Exercise instructions: Transcribe the whole listing exactly; the images stay out.

Supplied data:
# # # # #

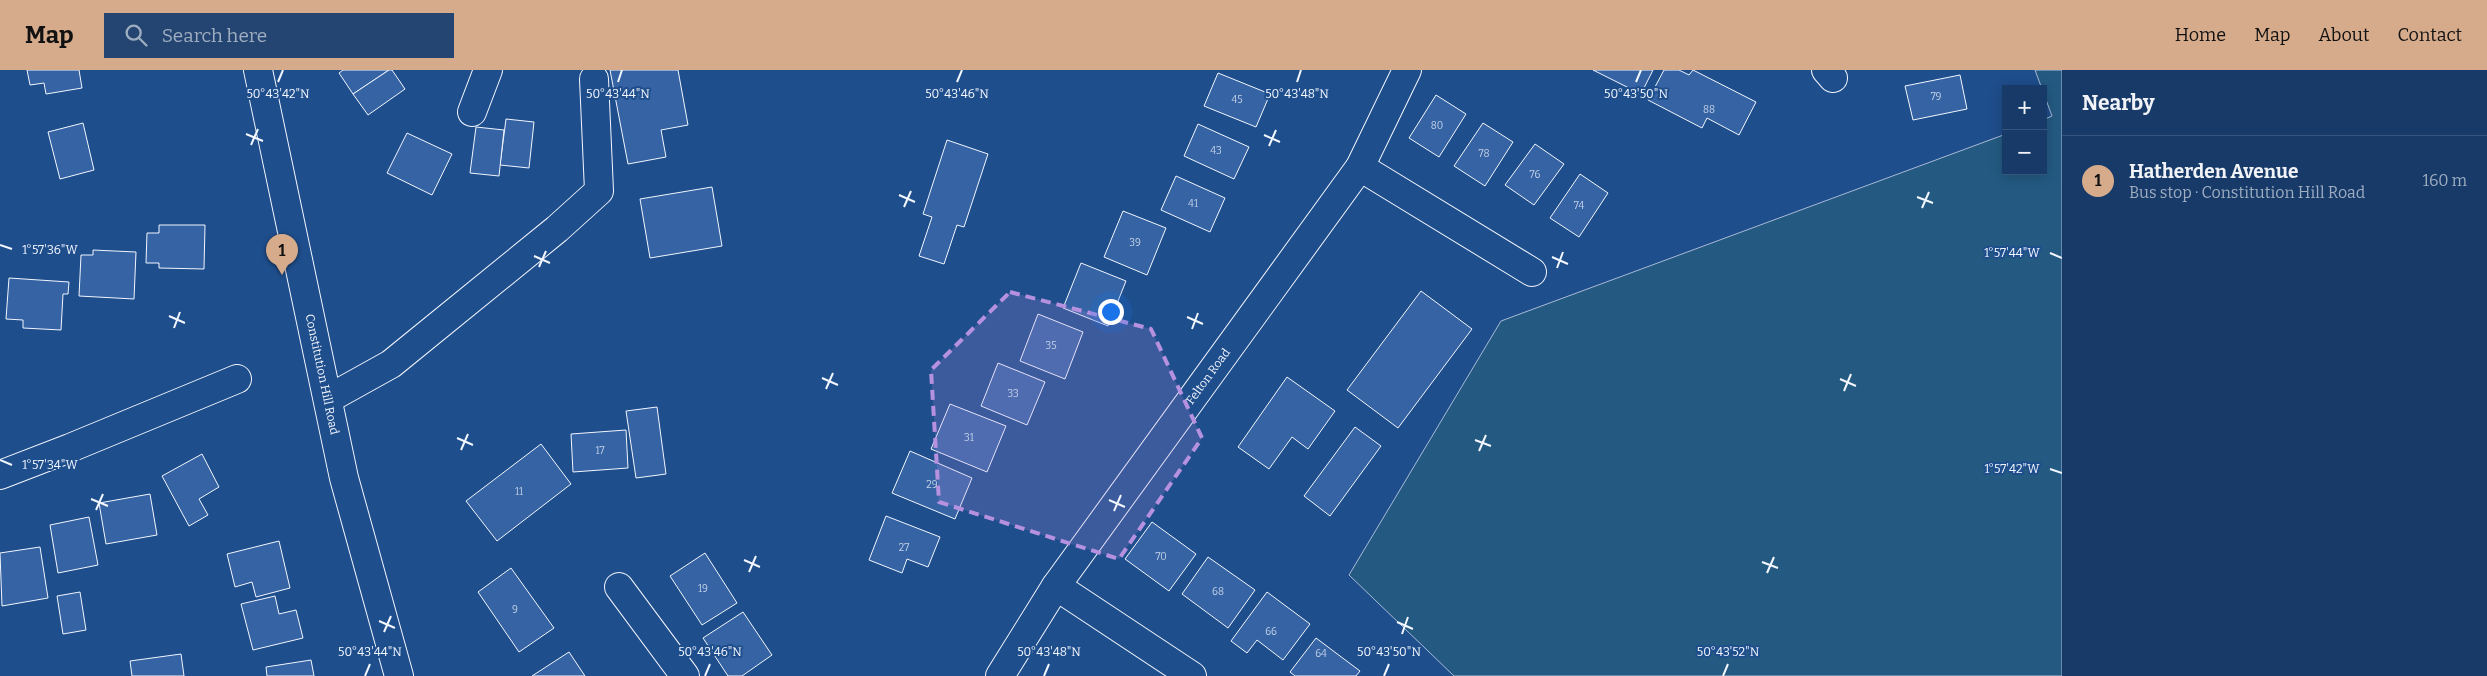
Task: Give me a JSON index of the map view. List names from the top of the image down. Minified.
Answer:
{"streets":{"street":["Constitution Hill Road","Felton Road"]},"house_numbers":["79","45","88","80","43","78","76","41","74","39","35","33","31","17","29","11","27","70","19","68","9","66","64"],"page":{"header":"Map","search":"Search here","nav":["Home","Map","About","Contact"],"heading":"Nearby","map_buttons":["+","−"],"list":[{"mark":"1","name":"Hatherden Avenue","note":"Bus stop · Constitution Hill Road","value":"160 m"}],"pins":"1"},"coordinates":["50°43'42\"N","50°43'44\"N","50°43'46\"N","50°43'48\"N","50°43'50\"N","1°57'36\"W","1°57'44\"W","1°57'34\"W","1°57'42\"W","50°43'52\"N"]}
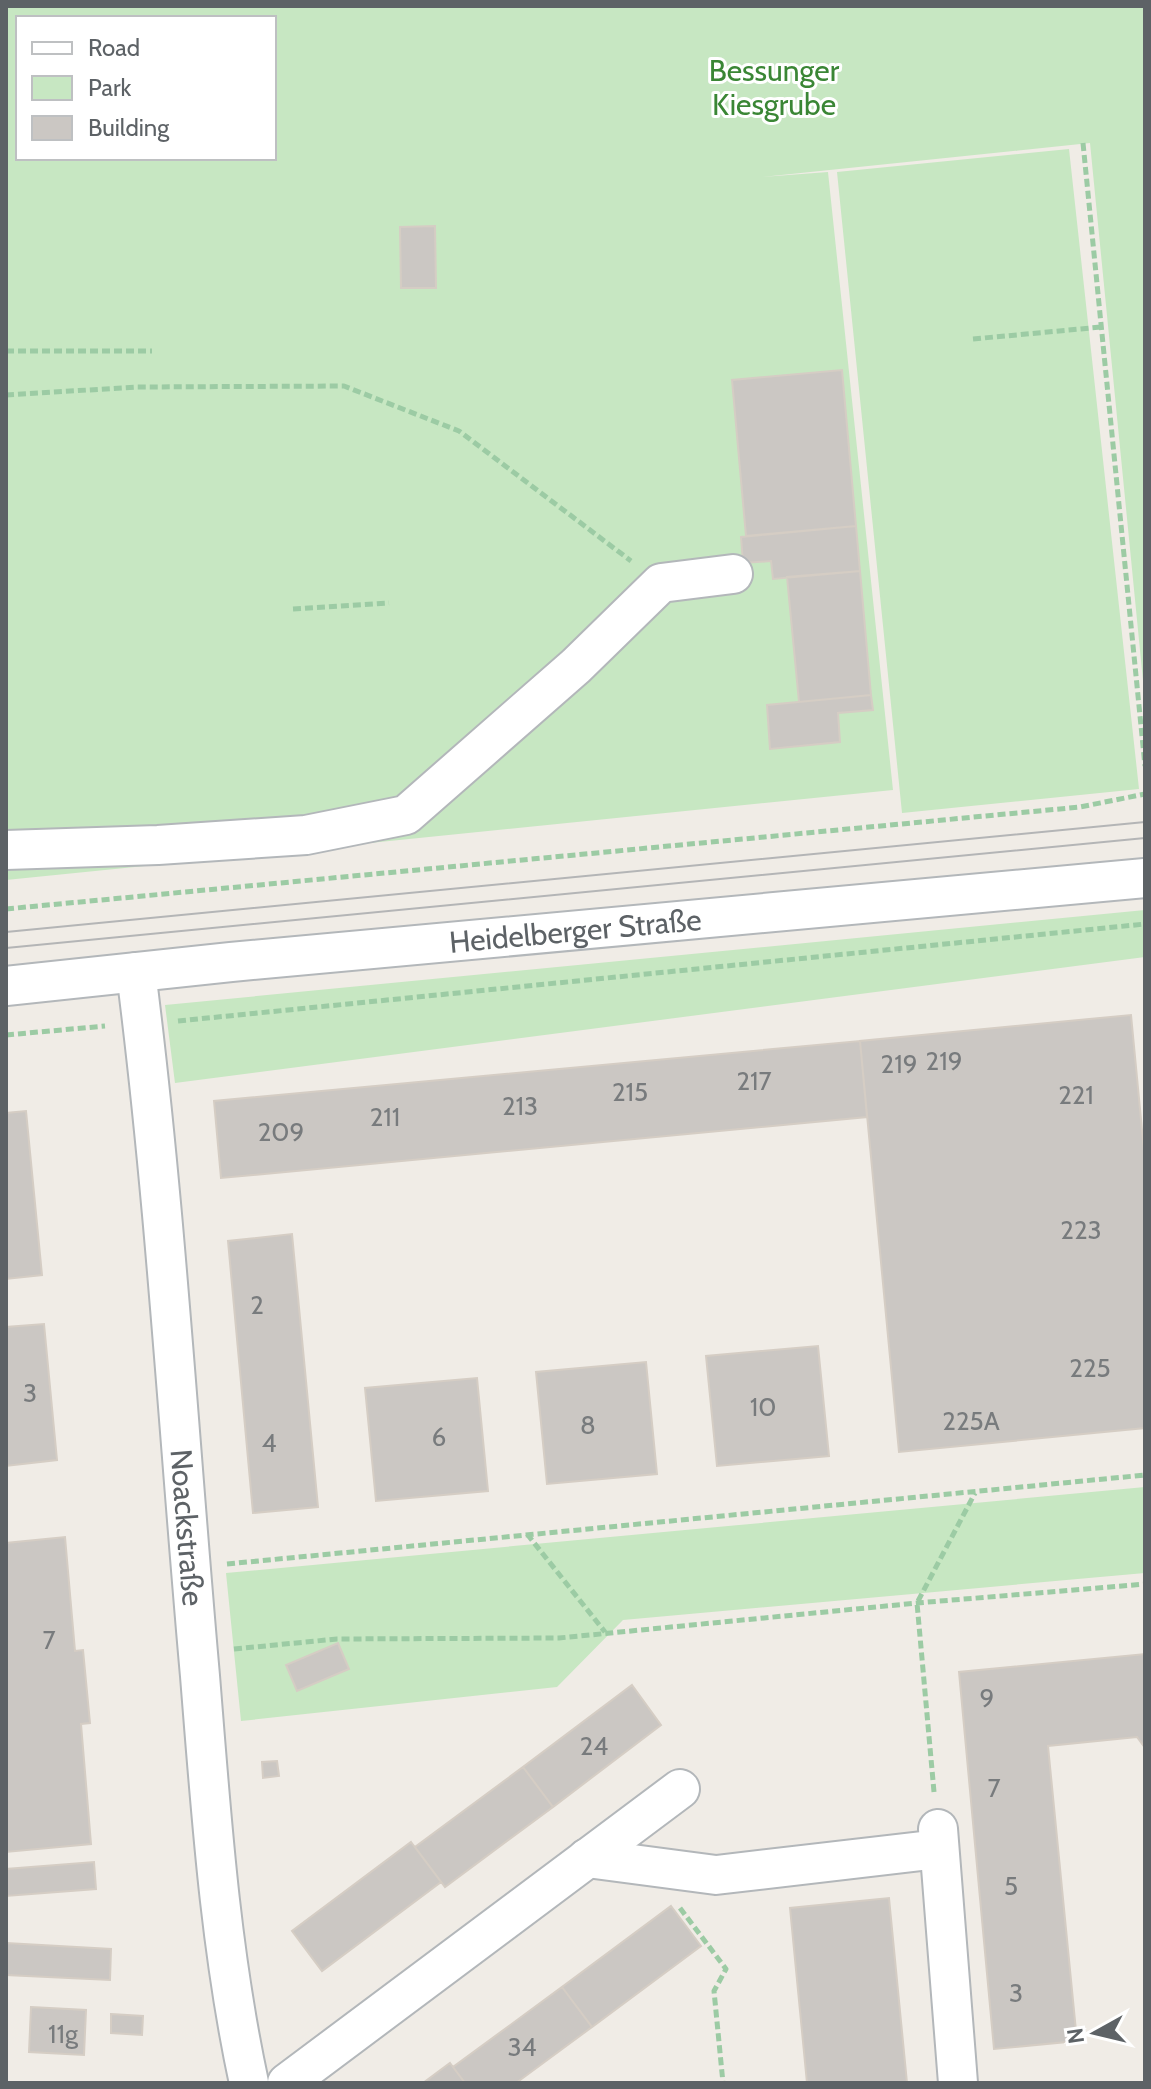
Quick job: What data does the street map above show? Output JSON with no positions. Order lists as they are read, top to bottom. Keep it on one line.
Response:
{"streets":{"street":["Heidelberger Straße","Noackstraße"]},"crossings":[["Heidelberger Straße","Noackstraße"]],"parks":["Bessunger Kiesgrube"],"house_numbers":["219","219","217","215","221","213","211","209","223","2","225","3","10","225A","8","6","4","7","9","24","7","5","3","11g","34"],"legend":["Road","Park","Building"],"north":"left"}
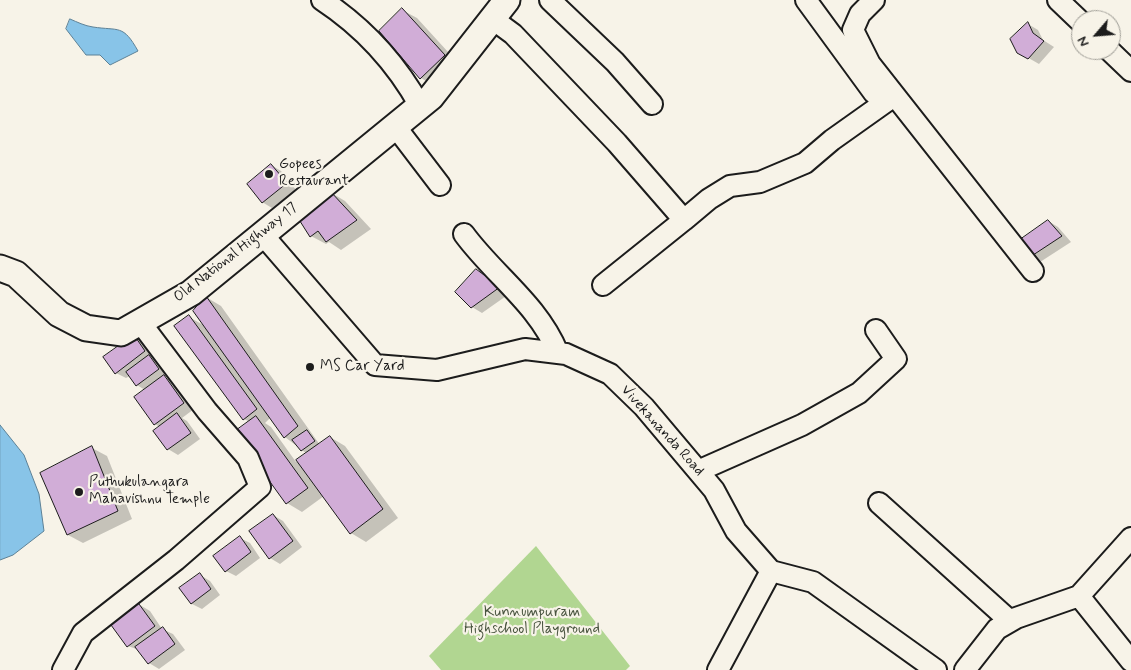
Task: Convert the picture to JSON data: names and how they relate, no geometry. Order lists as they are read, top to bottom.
{
  "streets": {
    "street": ["Old National Highway 17", "Vivekananda Road"]
  },
  "crossings": [
    ["Old National Highway 17", "Vivekananda Road"]
  ],
  "parks": ["Kunnumpuram Highschool Playground"],
  "places": ["Gopees Restaurant", "MS Car Yard", "Puthukulangara Mahavishnu Temple"],
  "north": "bottom left"
}
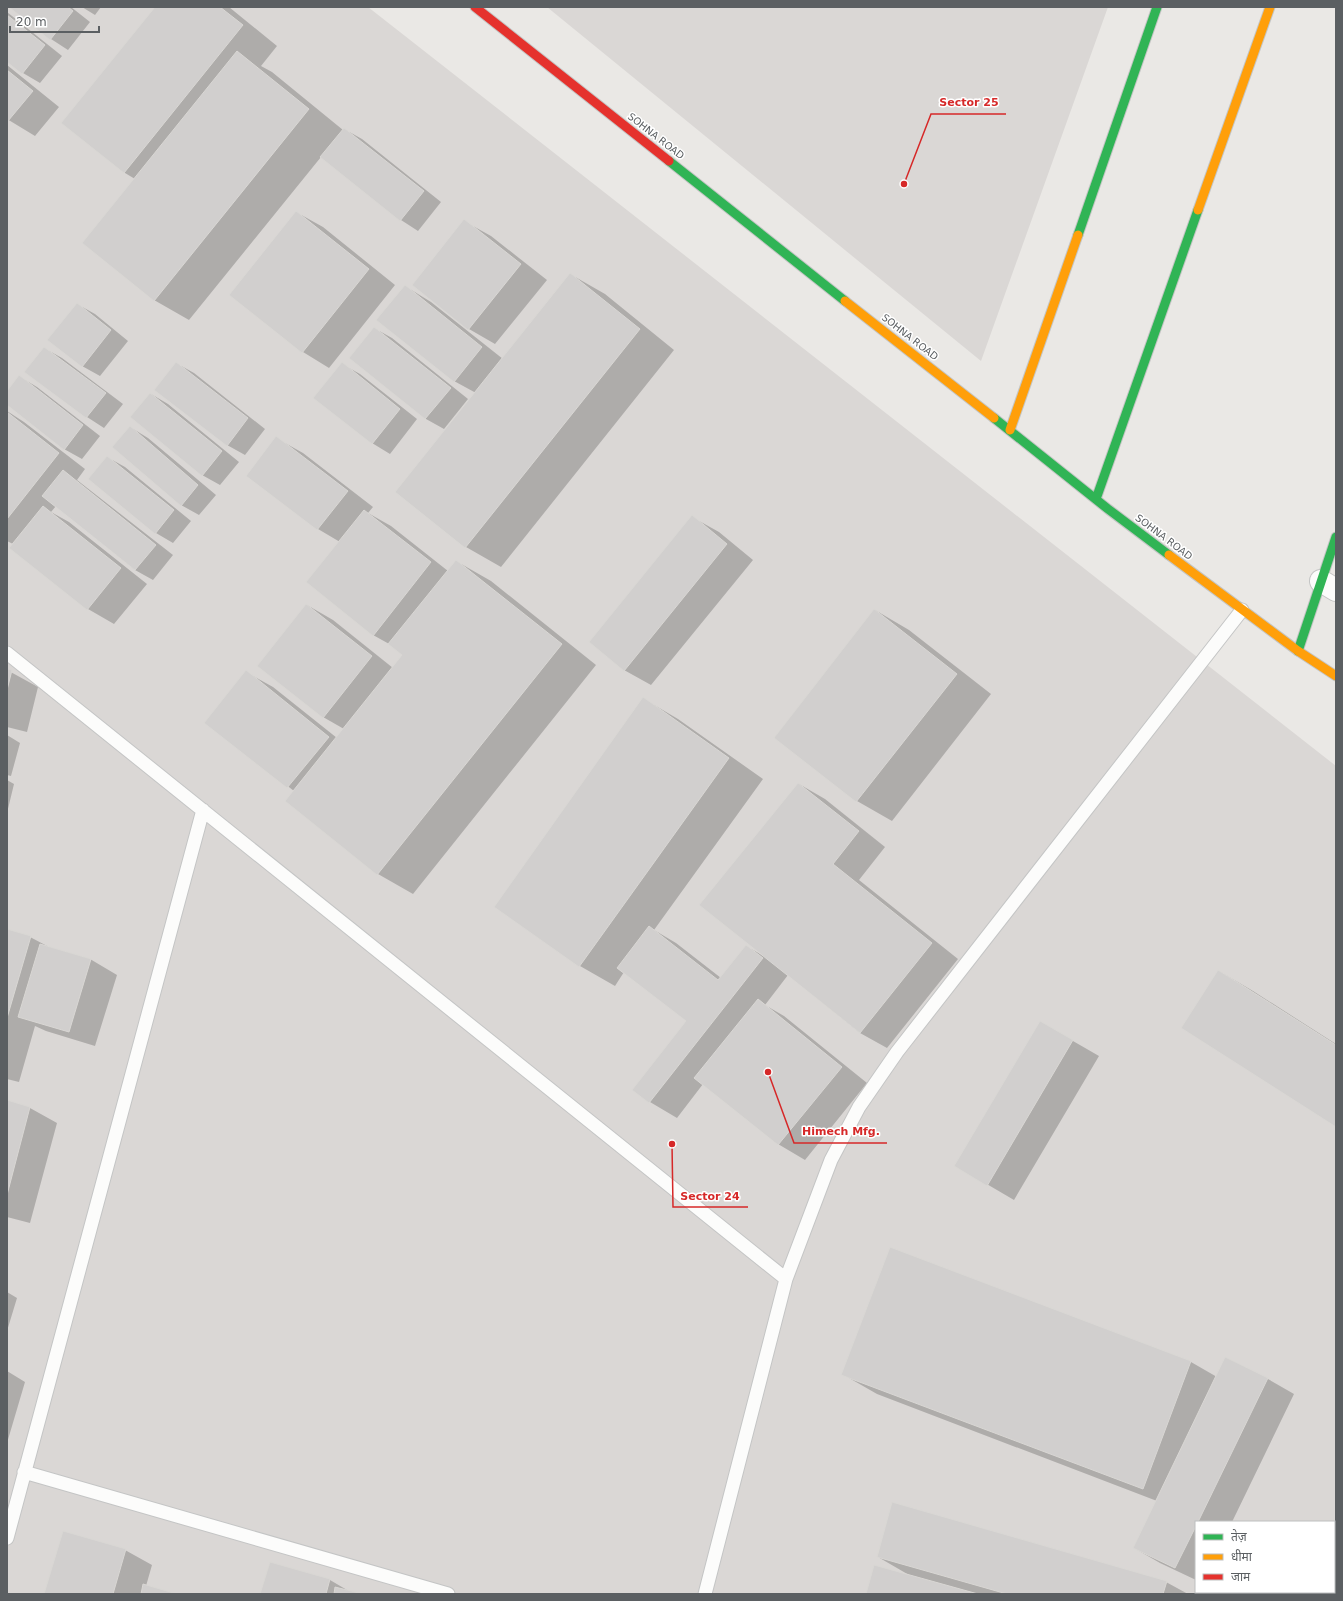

# # # # #

Task answer:
Task: Give me a JSON index of the map view. List names from the top of the image down. Minified.
Answer:
{"streets":{"street":["Constitution Hill Road","Felton Road"]},"house_numbers":["79","45","88","80","43","78","76","41","74","39","35","33","31","17","29","11","27","70","19","68","9","66","64"],"page":{"header":"Map","search":"Search here","nav":["Home","Map","About","Contact"],"heading":"Nearby","map_buttons":["+","−"],"list":[{"mark":"1","name":"Hatherden Avenue","note":"Bus stop · Constitution Hill Road","value":"160 m"}],"pins":"1"},"coordinates":["50°43'42\"N","50°43'44\"N","50°43'46\"N","50°43'48\"N","50°43'50\"N","1°57'36\"W","1°57'44\"W","1°57'34\"W","1°57'42\"W","50°43'52\"N"]}
Quick job: What data does the street map above show? Output JSON with no positions. Order lists as they are read, top to bottom. Keep it on one line.
Response:
{"streets":{"street":["Heidelberger Straße","Noackstraße"]},"crossings":[["Heidelberger Straße","Noackstraße"]],"parks":["Bessunger Kiesgrube"],"house_numbers":["219","219","217","215","221","213","211","209","223","2","225","3","10","225A","8","6","4","7","9","24","7","5","3","11g","34"],"legend":["Road","Park","Building"],"north":"left"}
Task: Convert the picture to JSON data: names and how they relate, no geometry. Order lists as they are read, top to bottom.
{
  "streets": {
    "street": ["Old National Highway 17", "Vivekananda Road"]
  },
  "crossings": [
    ["Old National Highway 17", "Vivekananda Road"]
  ],
  "parks": ["Kunnumpuram Highschool Playground"],
  "places": ["Gopees Restaurant", "MS Car Yard", "Puthukulangara Mahavishnu Temple"],
  "north": "bottom left"
}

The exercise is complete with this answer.